Your objective:
State only the number of lines below where the word "align" is found.

Records for this exercise:

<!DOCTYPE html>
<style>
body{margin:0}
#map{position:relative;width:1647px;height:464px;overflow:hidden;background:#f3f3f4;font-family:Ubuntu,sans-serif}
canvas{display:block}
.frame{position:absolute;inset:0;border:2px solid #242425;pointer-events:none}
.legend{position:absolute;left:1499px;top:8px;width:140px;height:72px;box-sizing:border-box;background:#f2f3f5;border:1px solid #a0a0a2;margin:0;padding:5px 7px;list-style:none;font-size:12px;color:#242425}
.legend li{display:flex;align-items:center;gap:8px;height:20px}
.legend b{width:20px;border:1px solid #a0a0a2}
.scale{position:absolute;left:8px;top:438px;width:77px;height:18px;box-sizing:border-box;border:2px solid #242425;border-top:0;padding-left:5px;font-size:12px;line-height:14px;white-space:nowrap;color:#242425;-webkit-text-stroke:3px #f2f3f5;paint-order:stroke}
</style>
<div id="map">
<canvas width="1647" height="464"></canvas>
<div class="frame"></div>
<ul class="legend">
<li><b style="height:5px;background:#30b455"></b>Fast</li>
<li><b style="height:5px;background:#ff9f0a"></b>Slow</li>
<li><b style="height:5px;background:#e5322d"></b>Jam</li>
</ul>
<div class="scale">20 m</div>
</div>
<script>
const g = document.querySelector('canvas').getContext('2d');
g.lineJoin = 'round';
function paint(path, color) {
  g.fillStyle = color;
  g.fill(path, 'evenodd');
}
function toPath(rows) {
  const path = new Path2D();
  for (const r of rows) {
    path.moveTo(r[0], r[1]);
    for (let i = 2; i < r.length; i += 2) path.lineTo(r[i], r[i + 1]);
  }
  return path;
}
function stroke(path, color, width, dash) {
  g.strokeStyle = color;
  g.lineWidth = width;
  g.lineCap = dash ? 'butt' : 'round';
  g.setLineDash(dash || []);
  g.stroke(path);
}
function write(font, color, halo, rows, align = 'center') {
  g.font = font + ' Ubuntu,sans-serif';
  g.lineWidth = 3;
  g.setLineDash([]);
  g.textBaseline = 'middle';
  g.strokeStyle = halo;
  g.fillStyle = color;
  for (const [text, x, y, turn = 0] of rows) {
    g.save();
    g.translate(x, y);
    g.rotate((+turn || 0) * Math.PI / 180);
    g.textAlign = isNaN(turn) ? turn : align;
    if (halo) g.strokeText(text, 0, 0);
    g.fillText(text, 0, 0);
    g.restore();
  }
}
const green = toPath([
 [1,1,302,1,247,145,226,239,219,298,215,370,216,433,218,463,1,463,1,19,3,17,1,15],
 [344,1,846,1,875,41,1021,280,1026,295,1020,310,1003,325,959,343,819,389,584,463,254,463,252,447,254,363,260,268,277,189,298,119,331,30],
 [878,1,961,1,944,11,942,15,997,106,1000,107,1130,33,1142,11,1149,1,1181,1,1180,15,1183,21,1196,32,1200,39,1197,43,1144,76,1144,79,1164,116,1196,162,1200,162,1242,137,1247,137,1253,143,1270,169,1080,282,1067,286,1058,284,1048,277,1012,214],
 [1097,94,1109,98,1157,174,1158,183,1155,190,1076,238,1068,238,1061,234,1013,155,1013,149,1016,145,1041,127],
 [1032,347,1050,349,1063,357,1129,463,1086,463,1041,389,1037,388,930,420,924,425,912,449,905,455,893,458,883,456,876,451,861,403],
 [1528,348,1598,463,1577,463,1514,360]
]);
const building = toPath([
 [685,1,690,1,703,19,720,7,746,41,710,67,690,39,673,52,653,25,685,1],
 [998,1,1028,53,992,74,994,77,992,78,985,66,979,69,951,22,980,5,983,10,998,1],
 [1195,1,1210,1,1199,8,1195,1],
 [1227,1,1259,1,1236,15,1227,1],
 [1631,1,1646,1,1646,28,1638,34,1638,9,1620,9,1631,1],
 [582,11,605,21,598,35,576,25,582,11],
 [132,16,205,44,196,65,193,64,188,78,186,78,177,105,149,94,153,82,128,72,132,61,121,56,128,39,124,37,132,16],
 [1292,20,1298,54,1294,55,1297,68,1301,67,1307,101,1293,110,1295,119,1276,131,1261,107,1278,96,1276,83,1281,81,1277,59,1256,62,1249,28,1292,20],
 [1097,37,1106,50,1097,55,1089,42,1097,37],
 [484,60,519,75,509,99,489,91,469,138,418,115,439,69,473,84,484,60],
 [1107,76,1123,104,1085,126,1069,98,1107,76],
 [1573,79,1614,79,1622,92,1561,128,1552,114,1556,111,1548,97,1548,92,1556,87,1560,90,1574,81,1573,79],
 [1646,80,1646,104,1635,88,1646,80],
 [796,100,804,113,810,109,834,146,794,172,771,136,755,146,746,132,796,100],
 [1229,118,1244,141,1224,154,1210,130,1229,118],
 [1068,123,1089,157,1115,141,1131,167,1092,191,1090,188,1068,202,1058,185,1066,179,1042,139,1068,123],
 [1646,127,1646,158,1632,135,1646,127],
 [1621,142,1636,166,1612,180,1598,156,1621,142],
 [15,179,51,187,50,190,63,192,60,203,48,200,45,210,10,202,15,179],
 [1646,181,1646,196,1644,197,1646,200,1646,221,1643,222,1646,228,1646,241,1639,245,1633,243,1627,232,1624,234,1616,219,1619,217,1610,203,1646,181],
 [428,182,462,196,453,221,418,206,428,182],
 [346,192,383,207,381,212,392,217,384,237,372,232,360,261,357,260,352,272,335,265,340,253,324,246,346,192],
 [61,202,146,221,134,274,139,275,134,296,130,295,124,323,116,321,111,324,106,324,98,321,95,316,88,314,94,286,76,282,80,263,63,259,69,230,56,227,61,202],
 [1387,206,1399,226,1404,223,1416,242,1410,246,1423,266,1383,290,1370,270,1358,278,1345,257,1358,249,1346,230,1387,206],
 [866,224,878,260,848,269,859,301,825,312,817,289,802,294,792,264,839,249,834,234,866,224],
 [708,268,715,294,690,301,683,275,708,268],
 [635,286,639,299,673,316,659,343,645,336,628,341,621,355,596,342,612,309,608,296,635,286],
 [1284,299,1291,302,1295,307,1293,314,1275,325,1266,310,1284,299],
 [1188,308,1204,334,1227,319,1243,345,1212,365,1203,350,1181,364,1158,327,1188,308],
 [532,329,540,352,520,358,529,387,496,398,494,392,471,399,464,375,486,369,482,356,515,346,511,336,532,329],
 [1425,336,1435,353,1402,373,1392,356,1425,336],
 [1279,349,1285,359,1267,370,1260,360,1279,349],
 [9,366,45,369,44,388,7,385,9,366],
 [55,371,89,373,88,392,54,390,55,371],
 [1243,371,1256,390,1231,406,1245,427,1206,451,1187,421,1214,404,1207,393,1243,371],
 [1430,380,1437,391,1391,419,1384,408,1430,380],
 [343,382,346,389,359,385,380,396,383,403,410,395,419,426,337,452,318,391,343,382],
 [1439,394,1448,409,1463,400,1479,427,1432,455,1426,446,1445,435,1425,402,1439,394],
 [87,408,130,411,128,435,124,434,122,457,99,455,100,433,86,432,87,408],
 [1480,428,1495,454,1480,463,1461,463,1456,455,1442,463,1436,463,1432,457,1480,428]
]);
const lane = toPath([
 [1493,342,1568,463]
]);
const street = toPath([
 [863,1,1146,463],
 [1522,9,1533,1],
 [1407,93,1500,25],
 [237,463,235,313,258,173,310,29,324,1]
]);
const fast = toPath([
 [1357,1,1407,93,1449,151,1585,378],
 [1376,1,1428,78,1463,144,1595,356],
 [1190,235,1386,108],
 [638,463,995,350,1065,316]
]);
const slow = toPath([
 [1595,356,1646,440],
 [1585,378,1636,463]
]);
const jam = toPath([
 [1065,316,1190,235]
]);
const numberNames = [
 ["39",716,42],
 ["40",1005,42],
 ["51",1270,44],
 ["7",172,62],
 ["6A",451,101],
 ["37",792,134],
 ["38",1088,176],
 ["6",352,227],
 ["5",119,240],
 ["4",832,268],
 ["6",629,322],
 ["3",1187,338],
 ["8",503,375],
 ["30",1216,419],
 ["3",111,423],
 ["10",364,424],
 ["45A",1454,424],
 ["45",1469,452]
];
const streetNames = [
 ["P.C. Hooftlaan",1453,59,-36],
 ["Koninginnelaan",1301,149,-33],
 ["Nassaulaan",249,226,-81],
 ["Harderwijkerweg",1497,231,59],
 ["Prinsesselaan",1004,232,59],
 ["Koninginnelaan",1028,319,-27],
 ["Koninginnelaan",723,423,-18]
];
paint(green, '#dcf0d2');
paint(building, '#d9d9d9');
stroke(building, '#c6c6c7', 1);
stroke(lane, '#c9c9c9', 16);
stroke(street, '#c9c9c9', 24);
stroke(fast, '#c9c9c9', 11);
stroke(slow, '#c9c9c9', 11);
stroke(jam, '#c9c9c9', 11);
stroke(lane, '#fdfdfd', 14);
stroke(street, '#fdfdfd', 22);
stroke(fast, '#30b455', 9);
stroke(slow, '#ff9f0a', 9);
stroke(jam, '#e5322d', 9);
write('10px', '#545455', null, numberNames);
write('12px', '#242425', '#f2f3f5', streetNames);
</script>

Written answer:
3